Hypertonic saline is an alternative to mannitol. There is some evidence that it has a more favorable effect compared to mannitol on mortality after TBI but larger trials are needed to prove this effect. Hypertonic saline encourages water to move out of brain cells into intravascular space, reducing cerebral swelling and ICP. Three percent saline can be given as continuous infusion or higher concentration solution is administered as bolus. The patient’s volume status and plasma sodium concentration should be closely monitored.

Drugs Affecting CSF Production and Absorption

While these drugs do have an effect on CSF production and absorption, they are not used clinically in the management of brain injury. Certain drugs, particularly the volatile anesthetics, alter the mechanics of CSF production and absorption. For instance, isoflurane decreases the production and increases reabsorption of CSF. Sevoflurane causes a decreased in production but does not affect reabsorption. Prolonged administration of desflurane has been shown to cause significant rise in ICP, which is likely to be caused by increased CSF production. All opioids at low doses produce small increase in CSF absorption.

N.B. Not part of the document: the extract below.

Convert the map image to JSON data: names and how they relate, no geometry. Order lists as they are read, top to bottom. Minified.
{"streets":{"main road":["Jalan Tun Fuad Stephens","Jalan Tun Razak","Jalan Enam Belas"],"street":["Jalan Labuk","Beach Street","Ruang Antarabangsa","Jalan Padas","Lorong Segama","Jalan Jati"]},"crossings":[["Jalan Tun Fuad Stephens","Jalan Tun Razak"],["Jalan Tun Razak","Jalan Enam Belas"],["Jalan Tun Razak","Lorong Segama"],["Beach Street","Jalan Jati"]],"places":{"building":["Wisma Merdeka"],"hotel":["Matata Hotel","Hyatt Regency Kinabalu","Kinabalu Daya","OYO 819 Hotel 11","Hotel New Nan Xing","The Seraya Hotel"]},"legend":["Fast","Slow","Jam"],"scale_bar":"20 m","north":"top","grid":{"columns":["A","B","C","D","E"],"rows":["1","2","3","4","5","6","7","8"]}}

If the production of CSF is increased without any change in absorption, the increased volume of CSF within the skull will result in a rise in ICP. There are agents that are still in the experimental stage that can affect CSF outflow mechanics and potentially be utilized to reduce raised intracranial pressure.

Key Concepts

  • Knowledge of cerebral physiology and its alteration by drugs is vital for caregivers managing patients with cerebral pathology.

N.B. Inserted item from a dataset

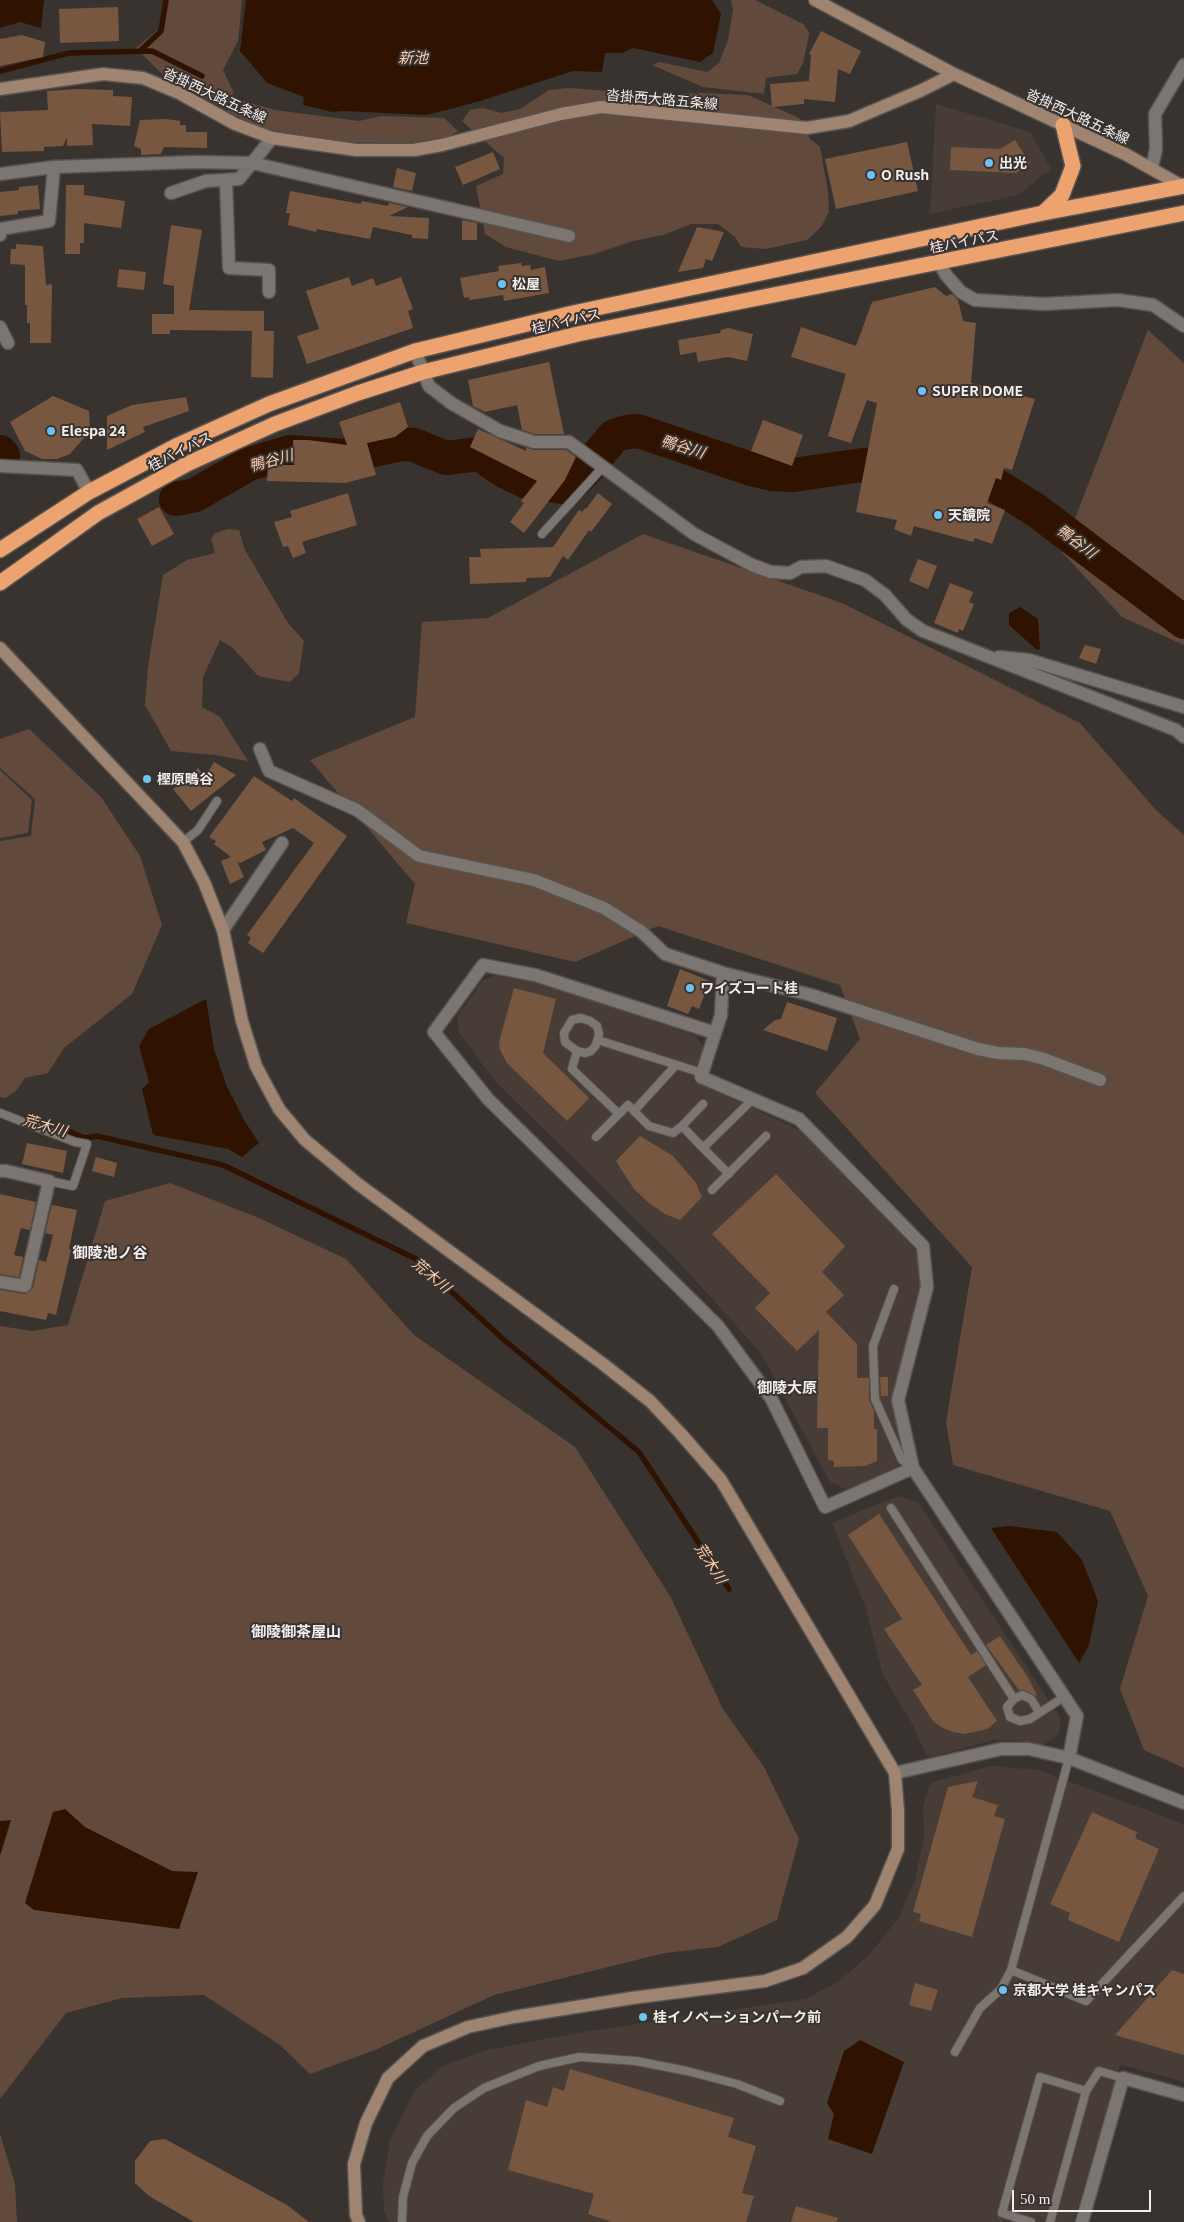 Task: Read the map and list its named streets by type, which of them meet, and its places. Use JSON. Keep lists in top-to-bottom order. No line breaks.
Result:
{"streets":{"highway":["桂バイパス"],"street":["沓掛西大路五条線"]},"crossings":[["沓掛西大路五条線","桂バイパス"]],"districts":["御陵池ノ谷","御陵大原","御陵御茶屋山"],"water":["新池","鴨谷川","荒木川"],"places":["出光","O Rush","松屋","SUPER DOME","Elespa 24","天鏡院","樫原鴫谷","ワイズコート桂","京都大学 桂キャンパス","桂イノベーションパーク前"],"scale_bar":"50 m"}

  • In patients with raised ICP, CBF needs to be maintained to meet metabolic demand and prevent secondary brain damage.

  • Cerebral pathology can be managed by decreasing CMRO2, maintaining adequate cerebral blood flow and oxygenation, and decreasing ICP.

Summary

Integrity of the brain is essential for meaningful survival. Therefore, it is crucial for all caregivers to understand the physiological process in the brain in a healthy person and its changes in disease states in order to provide appropriate and timely care. Early pharmacological modulation of abnormal physiological parameters is vital to ensure adequate blood flow to the brain so that oxygen and energy needs are met. While pharmacological measures are important in the management of brain pathology, other therapy including ventilation and oxygenation of the brain injured patient, and control of ICP via drainage of CSF play a big role. The ultimate aim is to prevent neuronal dysfunction and irreversible brain damage.